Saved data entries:
○ ○ ○
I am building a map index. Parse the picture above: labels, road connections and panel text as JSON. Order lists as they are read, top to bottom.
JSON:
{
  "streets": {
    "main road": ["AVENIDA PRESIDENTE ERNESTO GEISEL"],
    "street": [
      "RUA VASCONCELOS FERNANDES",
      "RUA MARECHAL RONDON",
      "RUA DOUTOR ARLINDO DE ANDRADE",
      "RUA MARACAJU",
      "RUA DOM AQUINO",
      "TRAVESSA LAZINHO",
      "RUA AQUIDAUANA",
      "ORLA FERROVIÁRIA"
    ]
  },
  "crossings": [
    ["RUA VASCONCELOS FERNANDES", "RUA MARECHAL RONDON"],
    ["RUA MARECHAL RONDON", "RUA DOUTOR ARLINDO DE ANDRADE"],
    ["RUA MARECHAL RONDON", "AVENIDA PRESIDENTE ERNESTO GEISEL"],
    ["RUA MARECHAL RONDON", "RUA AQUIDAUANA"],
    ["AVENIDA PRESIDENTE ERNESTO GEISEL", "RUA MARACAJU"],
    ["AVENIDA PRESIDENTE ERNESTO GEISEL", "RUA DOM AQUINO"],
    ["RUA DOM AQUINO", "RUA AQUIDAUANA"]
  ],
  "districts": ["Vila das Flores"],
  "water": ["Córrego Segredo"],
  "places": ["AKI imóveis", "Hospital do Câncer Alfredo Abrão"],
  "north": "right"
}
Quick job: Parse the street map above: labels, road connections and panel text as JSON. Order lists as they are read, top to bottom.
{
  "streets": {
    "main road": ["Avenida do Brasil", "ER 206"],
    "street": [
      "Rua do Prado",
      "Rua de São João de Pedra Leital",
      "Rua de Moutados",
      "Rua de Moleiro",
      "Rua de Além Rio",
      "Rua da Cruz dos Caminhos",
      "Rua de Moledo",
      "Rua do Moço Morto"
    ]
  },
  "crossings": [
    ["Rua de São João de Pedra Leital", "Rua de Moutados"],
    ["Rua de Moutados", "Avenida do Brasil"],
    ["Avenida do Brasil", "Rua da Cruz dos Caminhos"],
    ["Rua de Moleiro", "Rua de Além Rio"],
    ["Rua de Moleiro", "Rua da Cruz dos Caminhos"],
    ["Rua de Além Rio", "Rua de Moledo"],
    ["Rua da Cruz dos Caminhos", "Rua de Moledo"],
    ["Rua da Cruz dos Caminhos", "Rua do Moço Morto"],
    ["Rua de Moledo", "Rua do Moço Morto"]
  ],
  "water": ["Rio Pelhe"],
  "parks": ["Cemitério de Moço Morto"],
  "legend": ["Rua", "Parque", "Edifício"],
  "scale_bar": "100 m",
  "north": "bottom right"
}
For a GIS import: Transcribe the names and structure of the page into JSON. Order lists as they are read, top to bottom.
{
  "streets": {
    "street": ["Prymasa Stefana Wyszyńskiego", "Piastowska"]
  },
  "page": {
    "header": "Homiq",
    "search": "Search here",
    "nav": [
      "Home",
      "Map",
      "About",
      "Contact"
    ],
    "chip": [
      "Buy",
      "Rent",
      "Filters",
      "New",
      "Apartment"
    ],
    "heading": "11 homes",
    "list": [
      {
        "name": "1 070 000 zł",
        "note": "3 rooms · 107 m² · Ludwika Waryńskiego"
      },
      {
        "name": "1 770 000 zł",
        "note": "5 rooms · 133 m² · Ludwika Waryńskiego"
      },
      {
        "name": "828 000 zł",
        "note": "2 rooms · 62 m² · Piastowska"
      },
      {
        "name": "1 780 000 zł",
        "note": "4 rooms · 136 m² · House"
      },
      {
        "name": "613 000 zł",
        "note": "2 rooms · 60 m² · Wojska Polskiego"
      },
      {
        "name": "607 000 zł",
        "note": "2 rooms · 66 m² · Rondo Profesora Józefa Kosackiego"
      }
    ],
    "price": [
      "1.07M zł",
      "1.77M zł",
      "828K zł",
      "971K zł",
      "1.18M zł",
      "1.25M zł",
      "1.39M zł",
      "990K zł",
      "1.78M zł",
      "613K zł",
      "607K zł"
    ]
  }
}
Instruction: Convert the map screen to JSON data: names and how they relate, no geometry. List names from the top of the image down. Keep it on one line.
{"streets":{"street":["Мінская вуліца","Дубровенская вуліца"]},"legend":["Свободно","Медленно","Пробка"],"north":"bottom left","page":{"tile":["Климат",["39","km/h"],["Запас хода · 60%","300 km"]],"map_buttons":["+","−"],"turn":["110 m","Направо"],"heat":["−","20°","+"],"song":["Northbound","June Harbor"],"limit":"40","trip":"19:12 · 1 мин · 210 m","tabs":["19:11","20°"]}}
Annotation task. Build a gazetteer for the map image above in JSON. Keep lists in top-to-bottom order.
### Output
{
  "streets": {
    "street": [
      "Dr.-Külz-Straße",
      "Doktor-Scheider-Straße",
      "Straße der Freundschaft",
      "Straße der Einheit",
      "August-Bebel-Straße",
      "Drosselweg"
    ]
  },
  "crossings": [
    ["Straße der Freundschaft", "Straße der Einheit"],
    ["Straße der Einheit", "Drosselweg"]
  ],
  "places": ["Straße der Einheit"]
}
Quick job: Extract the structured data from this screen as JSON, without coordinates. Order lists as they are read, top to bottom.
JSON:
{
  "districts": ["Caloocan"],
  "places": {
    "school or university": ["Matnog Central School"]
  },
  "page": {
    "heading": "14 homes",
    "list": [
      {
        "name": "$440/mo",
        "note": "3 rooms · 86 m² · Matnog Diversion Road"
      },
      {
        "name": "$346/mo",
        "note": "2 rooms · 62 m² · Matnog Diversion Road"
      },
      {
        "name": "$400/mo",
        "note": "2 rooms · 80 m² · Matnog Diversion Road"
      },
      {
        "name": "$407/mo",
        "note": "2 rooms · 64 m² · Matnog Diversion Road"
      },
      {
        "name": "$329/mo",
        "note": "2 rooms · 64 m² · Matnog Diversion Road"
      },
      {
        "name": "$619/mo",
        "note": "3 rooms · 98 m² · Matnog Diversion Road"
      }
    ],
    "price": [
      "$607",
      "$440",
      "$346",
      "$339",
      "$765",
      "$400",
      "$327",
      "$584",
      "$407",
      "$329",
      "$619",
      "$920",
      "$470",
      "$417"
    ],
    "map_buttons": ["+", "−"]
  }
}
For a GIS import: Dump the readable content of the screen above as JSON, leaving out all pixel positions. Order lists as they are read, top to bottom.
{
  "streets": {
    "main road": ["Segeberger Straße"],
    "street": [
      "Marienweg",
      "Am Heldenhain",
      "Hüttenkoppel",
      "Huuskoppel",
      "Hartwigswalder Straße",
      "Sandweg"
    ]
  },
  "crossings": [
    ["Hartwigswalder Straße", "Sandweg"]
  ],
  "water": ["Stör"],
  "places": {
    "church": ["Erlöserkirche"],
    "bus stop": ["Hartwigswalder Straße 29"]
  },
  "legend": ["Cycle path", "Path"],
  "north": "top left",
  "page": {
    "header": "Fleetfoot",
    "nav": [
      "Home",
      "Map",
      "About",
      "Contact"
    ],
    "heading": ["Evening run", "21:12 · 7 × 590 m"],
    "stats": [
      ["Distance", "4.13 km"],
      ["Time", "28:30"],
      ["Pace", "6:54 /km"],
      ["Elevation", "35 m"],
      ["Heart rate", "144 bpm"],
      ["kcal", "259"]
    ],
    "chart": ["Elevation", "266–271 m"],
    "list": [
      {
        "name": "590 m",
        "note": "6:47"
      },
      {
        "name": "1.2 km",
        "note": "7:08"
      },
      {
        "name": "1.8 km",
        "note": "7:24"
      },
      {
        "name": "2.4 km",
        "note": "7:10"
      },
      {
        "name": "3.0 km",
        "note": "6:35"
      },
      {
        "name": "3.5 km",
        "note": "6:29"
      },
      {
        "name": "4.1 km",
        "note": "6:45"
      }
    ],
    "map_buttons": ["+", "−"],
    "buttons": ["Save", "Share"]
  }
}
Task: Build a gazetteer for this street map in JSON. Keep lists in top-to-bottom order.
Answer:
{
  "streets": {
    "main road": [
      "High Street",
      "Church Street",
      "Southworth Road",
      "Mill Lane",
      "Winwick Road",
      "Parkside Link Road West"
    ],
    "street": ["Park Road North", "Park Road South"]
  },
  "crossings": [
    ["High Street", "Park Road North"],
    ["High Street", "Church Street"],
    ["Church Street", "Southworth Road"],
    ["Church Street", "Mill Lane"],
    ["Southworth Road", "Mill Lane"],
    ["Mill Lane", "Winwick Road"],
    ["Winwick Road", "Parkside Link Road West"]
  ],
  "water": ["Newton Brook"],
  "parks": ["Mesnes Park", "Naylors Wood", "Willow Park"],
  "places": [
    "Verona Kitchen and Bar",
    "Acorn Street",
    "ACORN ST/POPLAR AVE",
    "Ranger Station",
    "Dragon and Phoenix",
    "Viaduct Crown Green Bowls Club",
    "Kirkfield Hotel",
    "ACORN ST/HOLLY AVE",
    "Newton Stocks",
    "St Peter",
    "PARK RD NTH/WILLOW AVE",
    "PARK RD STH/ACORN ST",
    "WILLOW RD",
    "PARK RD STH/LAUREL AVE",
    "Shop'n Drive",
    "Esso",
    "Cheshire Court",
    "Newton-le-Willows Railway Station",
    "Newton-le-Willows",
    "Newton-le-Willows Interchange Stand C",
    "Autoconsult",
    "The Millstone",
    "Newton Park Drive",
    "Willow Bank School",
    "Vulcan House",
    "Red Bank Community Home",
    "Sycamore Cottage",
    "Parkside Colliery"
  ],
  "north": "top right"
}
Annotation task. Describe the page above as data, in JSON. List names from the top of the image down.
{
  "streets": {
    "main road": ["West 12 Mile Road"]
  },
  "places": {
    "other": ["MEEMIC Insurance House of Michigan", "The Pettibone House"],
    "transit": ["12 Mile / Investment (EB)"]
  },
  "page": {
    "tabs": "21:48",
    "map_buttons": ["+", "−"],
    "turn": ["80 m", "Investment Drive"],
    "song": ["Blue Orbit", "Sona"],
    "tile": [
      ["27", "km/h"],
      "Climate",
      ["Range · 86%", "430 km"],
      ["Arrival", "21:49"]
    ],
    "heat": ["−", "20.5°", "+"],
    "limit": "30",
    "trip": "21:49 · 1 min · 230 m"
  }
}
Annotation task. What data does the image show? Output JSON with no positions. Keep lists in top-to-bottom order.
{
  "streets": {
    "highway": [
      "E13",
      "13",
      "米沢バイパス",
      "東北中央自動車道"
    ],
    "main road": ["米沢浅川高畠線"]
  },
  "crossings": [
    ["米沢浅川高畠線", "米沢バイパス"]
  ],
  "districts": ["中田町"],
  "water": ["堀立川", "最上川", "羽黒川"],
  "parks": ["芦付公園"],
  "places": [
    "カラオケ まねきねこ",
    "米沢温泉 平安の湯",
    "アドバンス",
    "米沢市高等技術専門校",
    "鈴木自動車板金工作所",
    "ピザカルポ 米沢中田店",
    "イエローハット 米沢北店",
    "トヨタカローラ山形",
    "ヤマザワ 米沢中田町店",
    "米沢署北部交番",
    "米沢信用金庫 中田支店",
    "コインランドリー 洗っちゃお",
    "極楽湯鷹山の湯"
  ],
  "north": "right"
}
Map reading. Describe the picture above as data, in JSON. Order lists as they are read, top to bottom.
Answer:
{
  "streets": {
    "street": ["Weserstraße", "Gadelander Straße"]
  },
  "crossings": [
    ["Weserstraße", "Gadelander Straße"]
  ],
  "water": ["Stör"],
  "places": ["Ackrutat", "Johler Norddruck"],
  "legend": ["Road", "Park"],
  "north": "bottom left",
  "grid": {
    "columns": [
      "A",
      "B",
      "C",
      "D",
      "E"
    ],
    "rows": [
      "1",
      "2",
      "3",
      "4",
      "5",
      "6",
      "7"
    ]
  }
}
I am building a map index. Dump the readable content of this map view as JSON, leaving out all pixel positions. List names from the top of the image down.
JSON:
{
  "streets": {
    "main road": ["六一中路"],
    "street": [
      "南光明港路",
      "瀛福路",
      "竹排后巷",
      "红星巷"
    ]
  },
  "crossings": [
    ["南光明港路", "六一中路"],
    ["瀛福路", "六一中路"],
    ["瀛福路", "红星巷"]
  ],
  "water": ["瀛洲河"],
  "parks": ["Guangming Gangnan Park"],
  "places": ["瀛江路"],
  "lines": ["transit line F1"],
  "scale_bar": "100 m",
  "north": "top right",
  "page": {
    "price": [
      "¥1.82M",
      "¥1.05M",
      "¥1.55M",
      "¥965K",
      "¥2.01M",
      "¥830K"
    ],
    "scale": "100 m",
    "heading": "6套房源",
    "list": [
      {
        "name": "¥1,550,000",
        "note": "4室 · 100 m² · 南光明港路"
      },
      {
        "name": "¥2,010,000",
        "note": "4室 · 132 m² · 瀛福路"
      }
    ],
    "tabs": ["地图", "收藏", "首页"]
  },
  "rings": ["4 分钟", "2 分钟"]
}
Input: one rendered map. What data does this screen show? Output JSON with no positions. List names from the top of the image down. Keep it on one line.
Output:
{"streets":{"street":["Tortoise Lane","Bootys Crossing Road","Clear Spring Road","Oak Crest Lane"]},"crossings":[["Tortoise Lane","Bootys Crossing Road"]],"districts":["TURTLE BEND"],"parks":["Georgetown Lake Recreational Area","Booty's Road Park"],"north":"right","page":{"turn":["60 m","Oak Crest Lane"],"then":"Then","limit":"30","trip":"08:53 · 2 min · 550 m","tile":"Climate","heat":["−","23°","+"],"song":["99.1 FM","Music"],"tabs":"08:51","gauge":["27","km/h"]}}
○ ○ ○
(What the task asks)
The answer should be only the number of lines in the data that include "Caminhos".

(Finished exercise)
5